• **What you have to do**: Among the entries, which lines carry the string "position"? Copy each of them.

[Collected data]
************

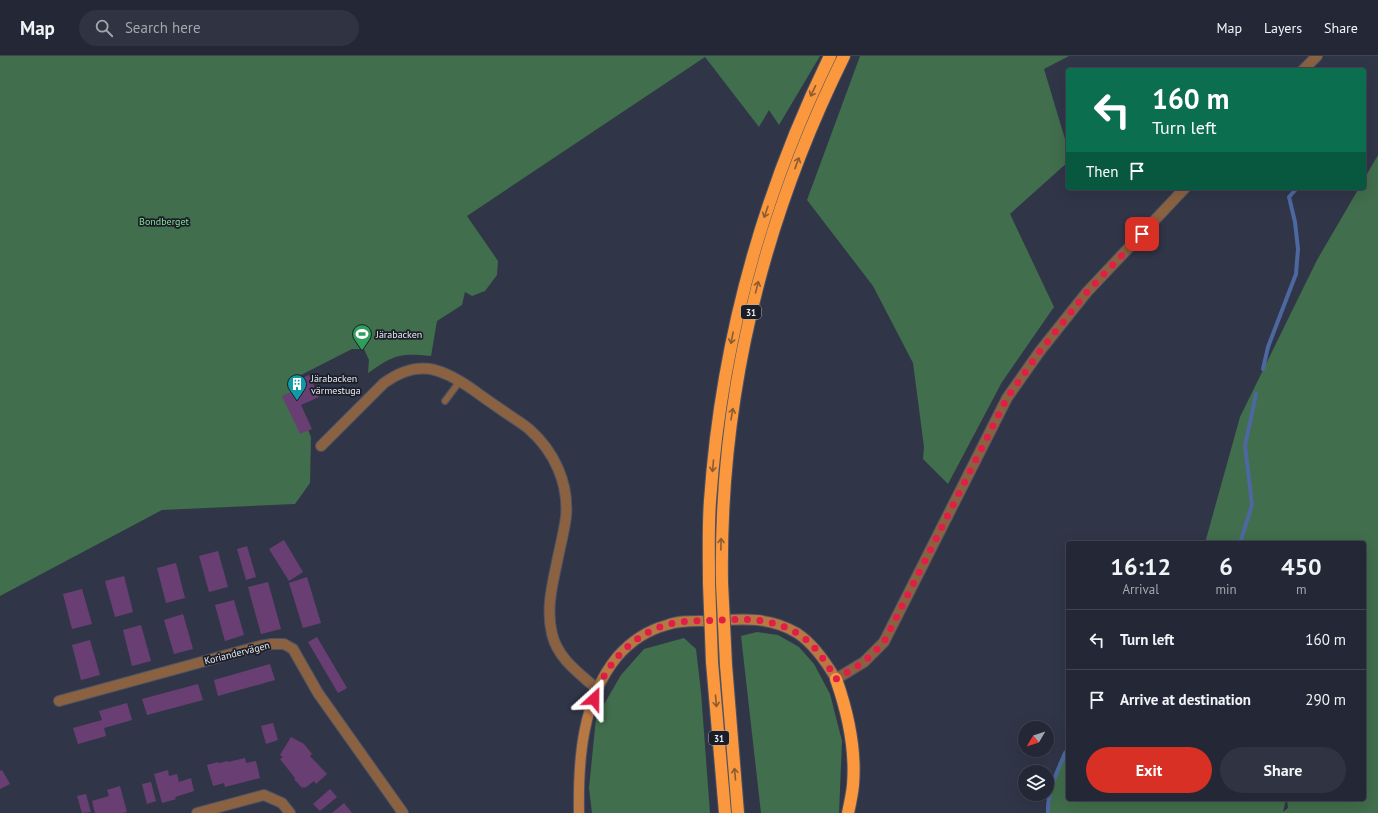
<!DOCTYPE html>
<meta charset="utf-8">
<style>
body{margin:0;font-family:"PT Sans",sans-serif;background:#303442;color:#f1f3f6;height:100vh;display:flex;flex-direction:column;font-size:15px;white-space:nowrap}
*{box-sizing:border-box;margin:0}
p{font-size:13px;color:#a3a6ad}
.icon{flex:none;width:22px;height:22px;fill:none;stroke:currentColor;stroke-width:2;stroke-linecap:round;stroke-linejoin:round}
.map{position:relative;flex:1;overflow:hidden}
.side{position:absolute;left:1066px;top:485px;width:300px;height:260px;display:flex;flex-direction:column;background:#242836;border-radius:4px;box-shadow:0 4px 16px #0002,0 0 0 1px #414451}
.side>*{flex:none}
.guide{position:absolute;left:1066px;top:12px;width:300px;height:122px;border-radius:4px;box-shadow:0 4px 16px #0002,0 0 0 1px #414451;background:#0b6e4f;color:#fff;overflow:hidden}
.needle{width:26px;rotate:231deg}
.controls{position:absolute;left:1018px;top:665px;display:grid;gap:8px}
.controls a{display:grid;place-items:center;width:36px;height:36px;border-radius:50%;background:#242836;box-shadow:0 4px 16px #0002,0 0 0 1px #414451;font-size:20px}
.pin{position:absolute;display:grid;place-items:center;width:34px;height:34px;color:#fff;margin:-17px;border-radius:8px;box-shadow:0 2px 6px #0006}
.me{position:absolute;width:44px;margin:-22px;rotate:24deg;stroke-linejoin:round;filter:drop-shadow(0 0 3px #0008)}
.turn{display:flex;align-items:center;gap:14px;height:84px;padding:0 20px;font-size:18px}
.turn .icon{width:52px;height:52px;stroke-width:2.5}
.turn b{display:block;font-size:28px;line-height:34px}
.then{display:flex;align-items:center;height:38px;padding:0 20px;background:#0003;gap:8px;font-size:15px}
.eta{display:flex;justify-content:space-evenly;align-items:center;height:68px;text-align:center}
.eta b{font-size:24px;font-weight:700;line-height:28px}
.cta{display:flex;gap:8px;margin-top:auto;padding:8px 20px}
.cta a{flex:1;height:46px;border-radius:24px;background:#d93025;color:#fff;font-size:16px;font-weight:700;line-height:46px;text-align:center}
.cta a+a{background:#303442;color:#f1f3f6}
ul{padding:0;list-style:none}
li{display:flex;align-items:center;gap:12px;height:60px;padding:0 20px;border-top:1px solid #414451}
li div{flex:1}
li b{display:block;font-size:15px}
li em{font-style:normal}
header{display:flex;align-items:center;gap:24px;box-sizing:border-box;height:56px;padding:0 20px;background:#242836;border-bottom:1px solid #414451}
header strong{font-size:19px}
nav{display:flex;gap:22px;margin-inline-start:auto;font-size:14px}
.search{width:280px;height:36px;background:#303442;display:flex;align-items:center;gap:10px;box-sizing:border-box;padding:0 14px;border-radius:22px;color:#a3a6ad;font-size:15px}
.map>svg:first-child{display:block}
.green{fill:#416e4c}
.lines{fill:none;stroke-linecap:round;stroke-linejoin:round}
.stream{stroke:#4d68a0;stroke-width:4}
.building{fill:#693f73}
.lane-casing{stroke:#4d5364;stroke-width:8}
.street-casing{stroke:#4d5364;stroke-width:12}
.secondary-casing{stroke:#4d5364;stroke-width:12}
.highway-casing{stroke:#4d5364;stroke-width:14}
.lane{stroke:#8a6242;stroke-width:5.5}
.street{stroke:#8a6242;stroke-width:10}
.secondary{stroke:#b87843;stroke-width:10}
.highway{stroke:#fb983e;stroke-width:12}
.highway-bridge-casing{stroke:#4d5364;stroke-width:14;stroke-linecap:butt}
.highway-bridge{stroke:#fb983e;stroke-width:12}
.oneway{stroke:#8b5b32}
.route{stroke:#e11d48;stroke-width:7;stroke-dasharray:0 12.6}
.labels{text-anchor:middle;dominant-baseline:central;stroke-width:3.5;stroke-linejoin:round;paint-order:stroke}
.shield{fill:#1b1e26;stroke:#aaaeb8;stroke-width:1}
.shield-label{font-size:9px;font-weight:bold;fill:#e7ebf6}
.park-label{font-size:10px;fill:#86dd9b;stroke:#1b1e26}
.poi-label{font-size:10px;fill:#e7ebf6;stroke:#1b1e26;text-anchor:start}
.street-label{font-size:10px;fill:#e7ebf6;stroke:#1b1e26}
</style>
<header>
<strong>Map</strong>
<div class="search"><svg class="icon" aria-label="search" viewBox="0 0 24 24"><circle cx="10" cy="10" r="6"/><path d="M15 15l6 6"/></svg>Search here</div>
<nav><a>Map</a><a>Layers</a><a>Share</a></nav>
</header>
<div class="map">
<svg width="1378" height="757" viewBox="0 0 1378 757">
<rect width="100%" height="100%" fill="#303648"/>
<!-- green -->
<g class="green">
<path d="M0 0H820L779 69 769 54 759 71 705 1 467 160 498 205 497 219 485 235 472 240 465 236 462 249 437 265 431 300C398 297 395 299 368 317L369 304 364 293H352L299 320 289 328 311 381 310 427 295 448 162 454 0 540Z"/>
<polygon points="860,0 1069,0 1044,13 1068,93 1068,106 1010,158 1054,251 1002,326 948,428 923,403 924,391 913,307 873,230 807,144"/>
<polygon points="1378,99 1378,757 1046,757 1047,747 1065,697 1068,694 1068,743 1286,743 1283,756 1288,752 1287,743 1364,743 1364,487 1205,487 1240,361 1317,204 1359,132 1364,132 1364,123"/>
<polygon points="757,576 778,579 799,591 814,608 830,638 842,685 839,757 761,757 741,580"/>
<polygon points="684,582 696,593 701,636 710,757 592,757 589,732 596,662 621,619 644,593"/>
</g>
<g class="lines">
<!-- stream -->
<g class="stream">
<polyline points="1263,313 1268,291 1296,218 1298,193 1295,166 1289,141 1297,132"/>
<polyline points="1240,487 1252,449 1245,390 1256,338"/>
<path d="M1048 757C1047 736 1057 716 1065 697L1068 694"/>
</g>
</g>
<!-- building -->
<g class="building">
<polygon points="309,319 319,341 301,349 312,373 300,378 282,340 294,335 290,328"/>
<polygon points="284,484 303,516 289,525 269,493"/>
<polygon points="247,490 256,521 246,524 237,493"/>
<polygon points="218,495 228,531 209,536 199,500"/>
<polygon points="176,507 185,542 166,547 157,512"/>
<polygon points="124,520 133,556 115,561 105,525"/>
<polygon points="307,521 321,567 303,572 289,527"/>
<polygon points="268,526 281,573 261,578 248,531"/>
<polygon points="82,533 92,568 72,573 63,538"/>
<polygon points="234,544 244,579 225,585 215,549"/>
<polygon points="183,558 193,593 174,598 164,564"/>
<polygon points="141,569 151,605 132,610 123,574"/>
<polygon points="317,581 347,632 338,637 308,586"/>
<polygon points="90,584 100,619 81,624 72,589"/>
<polygon points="270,608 275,624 218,640 214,624"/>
<polygon points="198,628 203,644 147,659 142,643"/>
<polygon points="127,647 132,664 104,672 106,680 78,688 73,672 102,664 99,655"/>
<polygon points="273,667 278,684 266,688 261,670"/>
<polygon points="291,681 304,688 312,698 310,700 327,718 316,728 314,725 305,732 304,731 302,732 294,723 295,722 280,703 283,701 280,699"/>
<polygon points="245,702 246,707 256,705 260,722 225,731 224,727 213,730 207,709 218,706 219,707 228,705 228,706"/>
<polygon points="2,714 10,728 0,733 0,715"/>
<polygon points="168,714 169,720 177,718 179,726 191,722 194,735 175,741 176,743 162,747 154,718"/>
<polygon points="151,726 156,745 147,748 142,728"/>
<polygon points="120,730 127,756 122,757 95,757 92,745 109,740 107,734"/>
<polygon points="330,733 337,741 320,755 313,748"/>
<polygon points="86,738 91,756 82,757 77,740"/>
<polygon points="344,747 352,757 332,757"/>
</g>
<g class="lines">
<!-- lane casing -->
<g class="lane-casing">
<polyline id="lane" points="445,345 460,325"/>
</g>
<!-- street casing -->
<g class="street-casing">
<g id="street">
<polyline points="1303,14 1317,0"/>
<path d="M321 390 384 327C417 303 440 311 472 333 484 342 496 350 509 359 515 363 523 368 529 373 554 395 569 427 566 461 564 476 560 491 557 506 552 530 546 553 552 578 558 603 579 617 597 633"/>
<polyline points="836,623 864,606 884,586 1007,342 1040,295 1087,236 1185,132"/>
<polyline points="59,645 260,590 272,588 284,588 293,593 318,637 403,757"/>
<polyline points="197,757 264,739 282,747 290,757"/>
</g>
</g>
<!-- secondary casing -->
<g class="secondary-casing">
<path id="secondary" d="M579 757C578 704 582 644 617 601 630 586 648 574 667 569 680 564 695 565 709 565 741 563 769 560 797 577 814 588 826 606 836 623"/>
</g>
<!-- highway casing -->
<g class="highway-casing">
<g id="highway">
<path d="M709 527C709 500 708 472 710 445 721 288 761 141 830 0"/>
<path d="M722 527C719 341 762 166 844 0"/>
<polyline points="712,606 725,757"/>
<polyline points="726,609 738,757"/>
<path d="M836 623C848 657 856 693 853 729 852 739 850 748 848 757"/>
</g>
</g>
<!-- lane -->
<use href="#lane" class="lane"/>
<!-- street -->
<use href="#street" class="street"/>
<!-- secondary -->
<use href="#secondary" class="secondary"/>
<!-- highway -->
<use href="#highway" class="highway"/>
<!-- highway-bridge casing -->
<g class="highway-bridge-casing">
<g id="highway-bridge">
<polyline points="709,527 712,606"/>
<polyline points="722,527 726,609"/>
</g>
</g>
<!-- highway-bridge -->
<use href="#highway-bridge" class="highway-bridge"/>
</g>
<!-- one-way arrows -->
<defs><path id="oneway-shaft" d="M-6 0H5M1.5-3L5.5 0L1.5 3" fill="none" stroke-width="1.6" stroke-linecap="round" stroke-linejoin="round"/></defs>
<g class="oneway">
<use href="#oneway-shaft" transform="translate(813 35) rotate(116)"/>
<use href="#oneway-shaft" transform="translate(797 107) rotate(-70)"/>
<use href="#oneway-shaft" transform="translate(766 156) rotate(109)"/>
<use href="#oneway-shaft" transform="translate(757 231) rotate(-76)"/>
<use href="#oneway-shaft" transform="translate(732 282) rotate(101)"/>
<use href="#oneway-shaft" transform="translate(732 358) rotate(-80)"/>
<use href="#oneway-shaft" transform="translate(713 410) rotate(95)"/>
<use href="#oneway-shaft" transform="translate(721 488) rotate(-89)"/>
<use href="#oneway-shaft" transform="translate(716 645) rotate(85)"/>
<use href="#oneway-shaft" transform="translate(735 718) rotate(-95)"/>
</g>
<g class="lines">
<!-- route -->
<path class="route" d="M594 643C606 605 639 571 680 566 693 564 707 565 720 564 748 563 771 562 797 577 814 587 826 606 836 623L864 606 884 586 1007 342 1040 295 1087 236 1142 178"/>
</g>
<!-- icons -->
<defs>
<g id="stadium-pin" transform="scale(1)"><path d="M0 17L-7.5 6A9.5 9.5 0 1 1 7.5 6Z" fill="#2e9e5b" stroke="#1b1e26"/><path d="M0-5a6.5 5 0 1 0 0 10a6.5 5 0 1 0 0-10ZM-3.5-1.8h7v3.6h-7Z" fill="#fff"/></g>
<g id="building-pin" transform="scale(1)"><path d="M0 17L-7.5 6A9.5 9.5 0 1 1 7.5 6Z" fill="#0f9aa8" stroke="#1b1e26"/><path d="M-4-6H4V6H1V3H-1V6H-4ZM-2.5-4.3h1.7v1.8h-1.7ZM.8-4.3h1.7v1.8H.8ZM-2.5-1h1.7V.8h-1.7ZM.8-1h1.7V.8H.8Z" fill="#fff"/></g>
</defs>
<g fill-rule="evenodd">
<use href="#stadium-pin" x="362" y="278"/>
<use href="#building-pin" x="297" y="328"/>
</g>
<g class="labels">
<!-- shield labels -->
<g class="shield">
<rect x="741" y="249" width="20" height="14" rx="3"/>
<rect x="709" y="675" width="20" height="14" rx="3"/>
</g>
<g class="shield-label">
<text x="751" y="256">31</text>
<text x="719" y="682">31</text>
</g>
<!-- park labels -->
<g class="park-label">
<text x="164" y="165">Bondberget</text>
</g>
<!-- poi labels -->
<g class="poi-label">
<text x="376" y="278">Järabacken</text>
<text x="311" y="322">Järabacken<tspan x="311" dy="12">värmestuga</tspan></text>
</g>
<!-- street labels -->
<g class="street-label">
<text transform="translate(237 597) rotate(-14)">Koriandervägen</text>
</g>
</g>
</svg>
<div class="controls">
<a><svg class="needle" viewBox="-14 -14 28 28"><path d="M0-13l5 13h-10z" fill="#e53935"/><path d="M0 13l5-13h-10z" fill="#a3a6ad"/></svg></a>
<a><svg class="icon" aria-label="layers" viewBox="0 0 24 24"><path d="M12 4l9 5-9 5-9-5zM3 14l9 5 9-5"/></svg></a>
</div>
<div class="pin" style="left:1142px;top:178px;background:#d93025"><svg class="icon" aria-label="arrive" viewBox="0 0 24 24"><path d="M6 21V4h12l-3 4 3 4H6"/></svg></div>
<svg class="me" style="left:594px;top:643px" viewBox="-20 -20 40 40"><path d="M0-17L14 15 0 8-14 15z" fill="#e11d48" stroke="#fff" stroke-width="4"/></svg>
<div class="guide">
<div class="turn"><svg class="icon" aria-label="left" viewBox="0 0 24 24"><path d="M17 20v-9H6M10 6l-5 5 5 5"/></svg><div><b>160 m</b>Turn left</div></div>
<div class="then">Then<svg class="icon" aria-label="arrive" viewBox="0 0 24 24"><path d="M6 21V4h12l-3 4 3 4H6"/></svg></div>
</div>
<section class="side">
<div class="eta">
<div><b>16:12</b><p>Arrival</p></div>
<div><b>6</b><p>min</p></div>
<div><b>450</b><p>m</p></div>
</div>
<ul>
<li><svg class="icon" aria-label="left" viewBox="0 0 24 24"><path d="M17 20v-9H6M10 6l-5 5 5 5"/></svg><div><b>Turn left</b></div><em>160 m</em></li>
<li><svg class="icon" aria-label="arrive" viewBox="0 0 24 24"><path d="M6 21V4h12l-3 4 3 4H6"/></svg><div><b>Arrive at destination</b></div><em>290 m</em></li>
</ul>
<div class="cta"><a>Exit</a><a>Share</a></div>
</section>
</div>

************

• **Task result**:
.map{position:relative;flex:1;overflow:hidden}
.side{position:absolute;left:1066px;top:485px;width:300px;height:260px;display:flex;flex-direction:column;background:#242836;border-radius:4px;box-shadow:0 4px 16px #0002,0 0 0 1px #414451}
.guide{position:absolute;left:1066px;top:12px;width:300px;height:122px;border-radius:4px;box-shadow:0 4px 16px #0002,0 0 0 1px #414451;background:#0b6e4f;color:#fff;overflow:hidden}
.controls{position:absolute;left:1018px;top:665px;display:grid;gap:8px}
.pin{position:absolute;display:grid;place-items:center;width:34px;height:34px;color:#fff;margin:-17px;border-radius:8px;box-shadow:0 2px 6px #0006}
.me{position:absolute;width:44px;margin:-22px;rotate:24deg;stroke-linejoin:round;filter:drop-shadow(0 0 3px #0008)}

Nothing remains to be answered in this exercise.